* [DATA SECTION]:
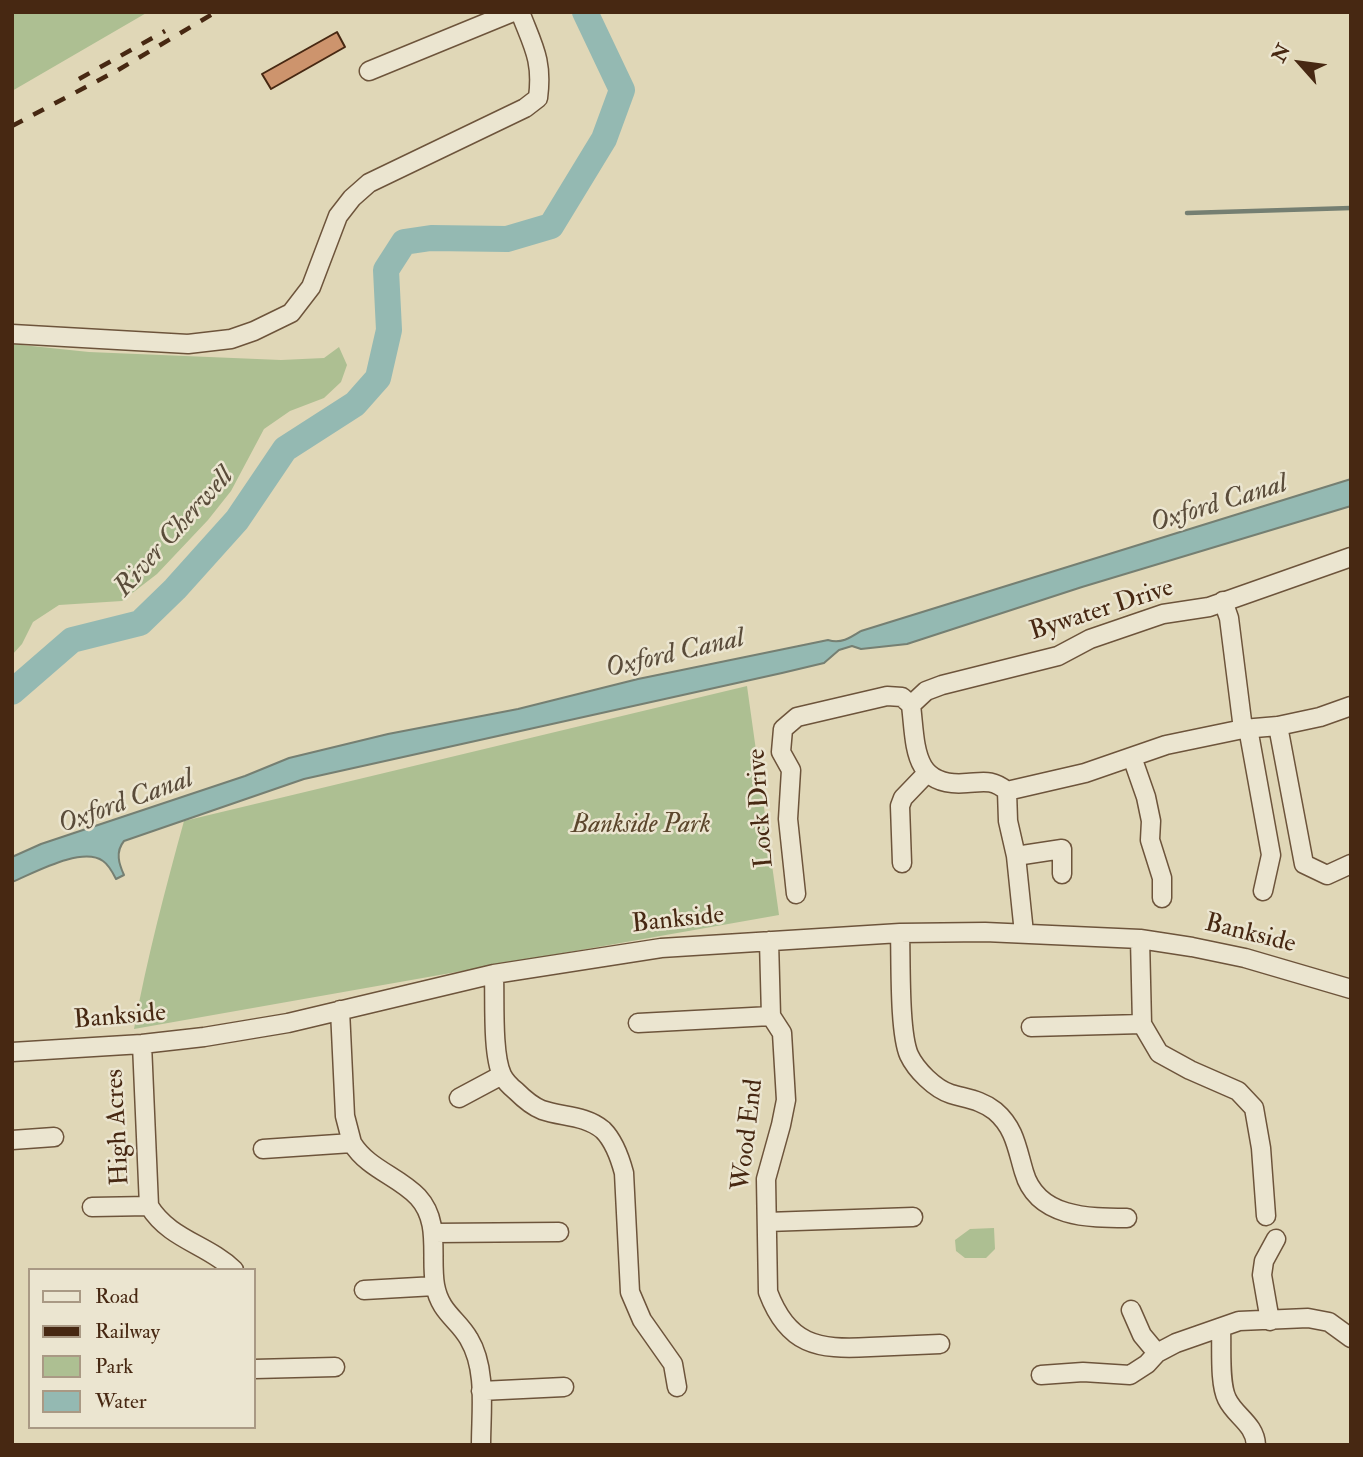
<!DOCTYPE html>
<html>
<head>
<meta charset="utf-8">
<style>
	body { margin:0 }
	#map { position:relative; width:1363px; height:1457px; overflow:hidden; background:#e0d7b7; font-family:"IM FELL Double Pica",serif }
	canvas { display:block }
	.frame { position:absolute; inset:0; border:14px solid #472812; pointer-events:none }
	.legend { position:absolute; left:28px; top:1268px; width:228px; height:161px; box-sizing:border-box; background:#ebe5d0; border:2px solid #a99984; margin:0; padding:9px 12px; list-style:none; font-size:21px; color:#472812 }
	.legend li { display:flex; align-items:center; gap:14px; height:35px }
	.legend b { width:35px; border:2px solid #a99984 }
	.north { position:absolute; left:1265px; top:28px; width:70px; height:70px; -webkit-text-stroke:5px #ebe5d0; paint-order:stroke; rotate:298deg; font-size:19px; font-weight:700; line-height:28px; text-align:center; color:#472812 }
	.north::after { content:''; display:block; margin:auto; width:24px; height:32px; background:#472812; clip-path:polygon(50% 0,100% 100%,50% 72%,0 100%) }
</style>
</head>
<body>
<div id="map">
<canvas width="1363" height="1457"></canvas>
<div class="frame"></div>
<ul class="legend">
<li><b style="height:9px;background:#ebe5d0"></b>Road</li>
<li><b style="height:9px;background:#472812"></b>Railway</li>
<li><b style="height:19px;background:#adbf92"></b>Park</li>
<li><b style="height:19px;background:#94b9b2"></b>Water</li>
</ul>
<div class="north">N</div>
</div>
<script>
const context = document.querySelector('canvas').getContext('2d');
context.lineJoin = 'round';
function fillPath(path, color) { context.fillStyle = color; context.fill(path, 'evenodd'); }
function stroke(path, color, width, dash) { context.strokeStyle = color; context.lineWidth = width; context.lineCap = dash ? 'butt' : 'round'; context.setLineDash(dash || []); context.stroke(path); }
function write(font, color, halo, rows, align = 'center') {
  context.font = font + ' "IM FELL Double Pica",serif'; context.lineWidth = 5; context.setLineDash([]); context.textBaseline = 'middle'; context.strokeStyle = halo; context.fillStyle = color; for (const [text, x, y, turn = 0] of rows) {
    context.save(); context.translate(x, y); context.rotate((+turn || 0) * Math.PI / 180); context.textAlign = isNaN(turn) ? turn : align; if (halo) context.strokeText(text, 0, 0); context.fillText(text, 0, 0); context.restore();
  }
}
const green = new Path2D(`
	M12 12H148L12 91Z
	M12 344 89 352 281 360 324 358 339 347 347 365 341 382 324 398 290 411 264 429 231 491 208 520 157 574 122 601 59 605 33 622 22 644 12 655Z
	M747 686 779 915 134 1029C147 958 165 890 184 821Z
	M994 1228 995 1249 986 1258H965L956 1251 955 1240 970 1229Z`);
const water = new Path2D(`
	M1351 479V506L1082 587 907 644 861 649 852 646 839 650 824 663 782 673 304 779 124 841C115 852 119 864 124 875L116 879C113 873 109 865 103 861 82 846 34 873 12 882V857L41 844 245 776 289 758 388 734 518 709 638 679 828 640C841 644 850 638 861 631Z`);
const stream = new Path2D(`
	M1187 213 1351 208`);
const river = new Path2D(`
	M12 692 72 640 140 623 175 589 237 520 285 449 355 404 378 378 389 330 386 270 404 242 431 238 507 239 551 226 604 139 622 90 585 12`);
const building = new Path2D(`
	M337 32 345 47 271 89 262 74Z`);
const minor = new Path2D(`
	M369 71 513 12
	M12 334 188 344 231 339 254 331 291 313 311 287 338 216 352 198 369 183 525 108 538 98C543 60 533 46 520 12
	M1223 601 1229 618 1243 729
	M911 705 926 691 942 685 1058 656 1090 639 1163 614 1209 607 1351 557
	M911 705C916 746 912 788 967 783 984 782 992 779 1007 791L1008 821 1016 856 1024 933
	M1278 726 1304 864 1327 875 1351 864
	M1248 728 1271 855 1263 891
	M1132 757 1146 797 1151 821 1150 840 1162 878V898
	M1007 791 1085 773 1166 745 1243 729 1278 726 1320 717 1351 706
	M1016 856 1062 849V874
	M902 863 900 806 903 798 927 773
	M796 894 788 819 791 770 781 752 783 729 797 717 887 696 902 697 911 705
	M900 933C901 961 899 1032 909 1055 916 1070 935 1089 951 1094 968 1099 981 1100 995 1111 1015 1128 1017 1149 1024 1172 1037 1218 1089 1218 1127 1218
	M1140 939 1142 1024 1159 1053 1190 1070 1238 1091 1254 1108 1261 1148 1266 1216
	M769 941 771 1016 782 1033 786 1100 781 1125 766 1179 768 1292C788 1345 817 1350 870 1347 893 1346 917 1345 940 1344
	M494 974C495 999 492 1054 502 1075 505 1081 511 1087 516 1091 524 1099 532 1106 542 1110 562 1117 585 1115 603 1130 614 1141 620 1158 624 1173L630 1292 642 1320 673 1364 677 1387
	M340 1010 345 1116 352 1143
	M638 1023 771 1016
	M1031 1027 1142 1024
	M142 1044 149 1206C170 1240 207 1244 234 1270
	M12 1052 142 1044 204 1037 288 1023 494 974 661 948 900 933 985 932 1140 939 1192 947 1245 958 1351 989
	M459 1098 502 1075
	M12 1140 54 1137
	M263 1149 352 1143C368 1169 398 1176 418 1197 441 1222 430 1256 435 1285 440 1313 458 1319 469 1339 487 1369 481 1411 481 1445
	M92 1207 149 1206
	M767 1222 913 1217
	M434 1233 559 1232
	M364 1290 435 1286
	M1131 1310 1142 1335 1157 1353
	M1270 1321 1262 1275 1264 1261 1276 1239
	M1221 1328C1222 1347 1219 1383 1227 1399 1235 1416 1255 1424 1256 1445
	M254 1369 335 1367
	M1041 1375 1083 1372 1130 1375 1147 1364 1157 1353 1176 1343 1239 1321 1308 1318 1329 1322 1351 1338
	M481 1391 564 1387`);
const rail = new Path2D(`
	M79 79 165 31
	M12 126 118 70 216 12`);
const streetNames = [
	["Bywater Drive",1102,611,-18],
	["Lock Drive",762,808,-94],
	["Bankside",678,921,-6],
	["Bankside",1250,935,14],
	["Bankside",120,1018,-5],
	["High Acres",119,1127,-93],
	["Wood End",749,1135,-83]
];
const parkNames = [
	["Bankside Park",641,826]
];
const waterNames = [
	["Oxford Canal",1219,505,-17],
	["River Cherwell",175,533,-48],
	["Oxford Canal",675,655,-13],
	["Oxford Canal",126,803,-20]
];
fillPath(green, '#adbf92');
fillPath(water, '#94b9b2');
stroke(water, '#757f72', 2);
stroke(stream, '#757f72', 4.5);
stroke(river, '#94b9b2', 26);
fillPath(building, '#cd946d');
stroke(building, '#472812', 2);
stroke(minor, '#6d543b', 21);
stroke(minor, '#ebe5d0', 18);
stroke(rail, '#472812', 4.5, [12, 12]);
write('26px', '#472812', '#ebe5d0', streetNames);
write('italic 26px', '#5b462c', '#ebe5d0', parkNames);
write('italic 28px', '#5a4c3a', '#ebe5d0', waterNames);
</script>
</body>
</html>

* [WORK INSTRUCTIONS]: Scan the records for lines that hold "context", and reproduce each one you find.

* [THE ANSWER]:
const context = document.querySelector('canvas').getContext('2d');
context.lineJoin = 'round';
function fillPath(path, color) { context.fillStyle = color; context.fill(path, 'evenodd'); }
function stroke(path, color, width, dash) { context.strokeStyle = color; context.lineWidth = width; context.lineCap = dash ? 'butt' : 'round'; context.setLineDash(dash || []); context.stroke(path); }
  context.font = font + ' "IM FELL Double Pica",serif'; context.lineWidth = 5; context.setLineDash([]); context.textBaseline = 'middle'; context.strokeStyle = halo; context.fillStyle = color; for (const [text, x, y, turn = 0] of rows) {
    context.save(); context.translate(x, y); context.rotate((+turn || 0) * Math.PI / 180); context.textAlign = isNaN(turn) ? turn : align; if (halo) context.strokeText(text, 0, 0); context.fillText(text, 0, 0); context.restore();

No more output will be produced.